**Collected data entries**
--------
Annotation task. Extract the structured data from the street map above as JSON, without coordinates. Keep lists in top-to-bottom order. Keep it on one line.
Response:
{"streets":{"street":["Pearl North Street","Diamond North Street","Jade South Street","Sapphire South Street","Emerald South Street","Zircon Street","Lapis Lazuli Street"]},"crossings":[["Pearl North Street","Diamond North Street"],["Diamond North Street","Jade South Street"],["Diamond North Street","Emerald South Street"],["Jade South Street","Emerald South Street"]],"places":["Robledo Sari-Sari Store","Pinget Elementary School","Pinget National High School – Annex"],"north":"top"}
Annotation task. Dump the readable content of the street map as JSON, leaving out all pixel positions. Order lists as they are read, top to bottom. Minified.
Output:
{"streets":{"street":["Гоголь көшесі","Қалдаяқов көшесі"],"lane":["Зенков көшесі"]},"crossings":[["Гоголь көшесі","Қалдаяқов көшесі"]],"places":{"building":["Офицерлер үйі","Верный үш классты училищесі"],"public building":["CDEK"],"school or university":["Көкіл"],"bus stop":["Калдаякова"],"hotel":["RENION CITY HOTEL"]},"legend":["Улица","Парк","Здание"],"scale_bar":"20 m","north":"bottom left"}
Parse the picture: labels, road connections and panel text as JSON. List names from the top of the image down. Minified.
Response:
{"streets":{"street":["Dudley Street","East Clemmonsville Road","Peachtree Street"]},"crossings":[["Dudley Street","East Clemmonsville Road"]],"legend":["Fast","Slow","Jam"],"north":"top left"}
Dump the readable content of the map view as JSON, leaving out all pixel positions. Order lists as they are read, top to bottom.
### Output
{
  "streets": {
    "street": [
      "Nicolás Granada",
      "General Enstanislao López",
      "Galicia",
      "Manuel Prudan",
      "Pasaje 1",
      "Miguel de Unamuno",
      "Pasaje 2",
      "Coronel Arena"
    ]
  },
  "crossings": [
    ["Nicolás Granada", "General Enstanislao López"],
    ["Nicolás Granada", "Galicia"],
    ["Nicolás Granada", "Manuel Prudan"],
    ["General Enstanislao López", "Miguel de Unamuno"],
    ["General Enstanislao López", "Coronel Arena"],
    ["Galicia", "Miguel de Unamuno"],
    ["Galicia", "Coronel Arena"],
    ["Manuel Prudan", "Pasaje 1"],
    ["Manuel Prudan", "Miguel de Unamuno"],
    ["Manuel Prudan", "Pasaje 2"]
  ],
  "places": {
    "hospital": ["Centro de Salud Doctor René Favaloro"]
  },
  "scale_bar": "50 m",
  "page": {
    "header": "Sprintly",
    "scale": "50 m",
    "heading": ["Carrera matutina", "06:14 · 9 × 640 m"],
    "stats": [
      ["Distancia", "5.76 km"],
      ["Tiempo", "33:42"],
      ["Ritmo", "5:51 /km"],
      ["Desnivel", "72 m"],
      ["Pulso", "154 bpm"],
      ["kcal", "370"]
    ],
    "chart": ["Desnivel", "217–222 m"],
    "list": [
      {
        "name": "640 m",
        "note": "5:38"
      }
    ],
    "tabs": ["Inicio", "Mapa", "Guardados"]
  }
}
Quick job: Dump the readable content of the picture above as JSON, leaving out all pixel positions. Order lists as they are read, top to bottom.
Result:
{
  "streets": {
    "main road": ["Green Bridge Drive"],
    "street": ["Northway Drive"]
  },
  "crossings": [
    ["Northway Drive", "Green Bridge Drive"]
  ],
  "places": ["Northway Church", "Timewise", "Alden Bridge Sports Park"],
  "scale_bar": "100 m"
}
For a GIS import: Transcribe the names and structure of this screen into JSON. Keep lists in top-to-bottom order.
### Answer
--------
**WHAT THE TASK ASKS**
For each record above, give it again without a single change.

**TASK ANSWER**
Annotation task. Extract the structured data from the street map above as JSON, without coordinates. Keep lists in top-to-bottom order. Keep it on one line.
Response:
{"streets":{"street":["Pearl North Street","Diamond North Street","Jade South Street","Sapphire South Street","Emerald South Street","Zircon Street","Lapis Lazuli Street"]},"crossings":[["Pearl North Street","Diamond North Street"],["Diamond North Street","Jade South Street"],["Diamond North Street","Emerald South Street"],["Jade South Street","Emerald South Street"]],"places":["Robledo Sari-Sari Store","Pinget Elementary School","Pinget National High School – Annex"],"north":"top"}
Annotation task. Dump the readable content of the street map as JSON, leaving out all pixel positions. Order lists as they are read, top to bottom. Minified.
Output:
{"streets":{"street":["Гоголь көшесі","Қалдаяқов көшесі"],"lane":["Зенков көшесі"]},"crossings":[["Гоголь көшесі","Қалдаяқов көшесі"]],"places":{"building":["Офицерлер үйі","Верный үш классты училищесі"],"public building":["CDEK"],"school or university":["Көкіл"],"bus stop":["Калдаякова"],"hotel":["RENION CITY HOTEL"]},"legend":["Улица","Парк","Здание"],"scale_bar":"20 m","north":"bottom left"}
Parse the picture: labels, road connections and panel text as JSON. List names from the top of the image down. Minified.
Response:
{"streets":{"street":["Dudley Street","East Clemmonsville Road","Peachtree Street"]},"crossings":[["Dudley Street","East Clemmonsville Road"]],"legend":["Fast","Slow","Jam"],"north":"top left"}
Dump the readable content of the map view as JSON, leaving out all pixel positions. Order lists as they are read, top to bottom.
### Output
{
  "streets": {
    "street": [
      "Nicolás Granada",
      "General Enstanislao López",
      "Galicia",
      "Manuel Prudan",
      "Pasaje 1",
      "Miguel de Unamuno",
      "Pasaje 2",
      "Coronel Arena"
    ]
  },
  "crossings": [
    ["Nicolás Granada", "General Enstanislao López"],
    ["Nicolás Granada", "Galicia"],
    ["Nicolás Granada", "Manuel Prudan"],
    ["General Enstanislao López", "Miguel de Unamuno"],
    ["General Enstanislao López", "Coronel Arena"],
    ["Galicia", "Miguel de Unamuno"],
    ["Galicia", "Coronel Arena"],
    ["Manuel Prudan", "Pasaje 1"],
    ["Manuel Prudan", "Miguel de Unamuno"],
    ["Manuel Prudan", "Pasaje 2"]
  ],
  "places": {
    "hospital": ["Centro de Salud Doctor René Favaloro"]
  },
  "scale_bar": "50 m",
  "page": {
    "header": "Sprintly",
    "scale": "50 m",
    "heading": ["Carrera matutina", "06:14 · 9 × 640 m"],
    "stats": [
      ["Distancia", "5.76 km"],
      ["Tiempo", "33:42"],
      ["Ritmo", "5:51 /km"],
      ["Desnivel", "72 m"],
      ["Pulso", "154 bpm"],
      ["kcal", "370"]
    ],
    "chart": ["Desnivel", "217–222 m"],
    "list": [
      {
        "name": "640 m",
        "note": "5:38"
      }
    ],
    "tabs": ["Inicio", "Mapa", "Guardados"]
  }
}
Quick job: Dump the readable content of the picture above as JSON, leaving out all pixel positions. Order lists as they are read, top to bottom.
Result:
{
  "streets": {
    "main road": ["Green Bridge Drive"],
    "street": ["Northway Drive"]
  },
  "crossings": [
    ["Northway Drive", "Green Bridge Drive"]
  ],
  "places": ["Northway Church", "Timewise", "Alden Bridge Sports Park"],
  "scale_bar": "100 m"
}
For a GIS import: Transcribe the names and structure of this screen into JSON. Keep lists in top-to-bottom order.
### Answer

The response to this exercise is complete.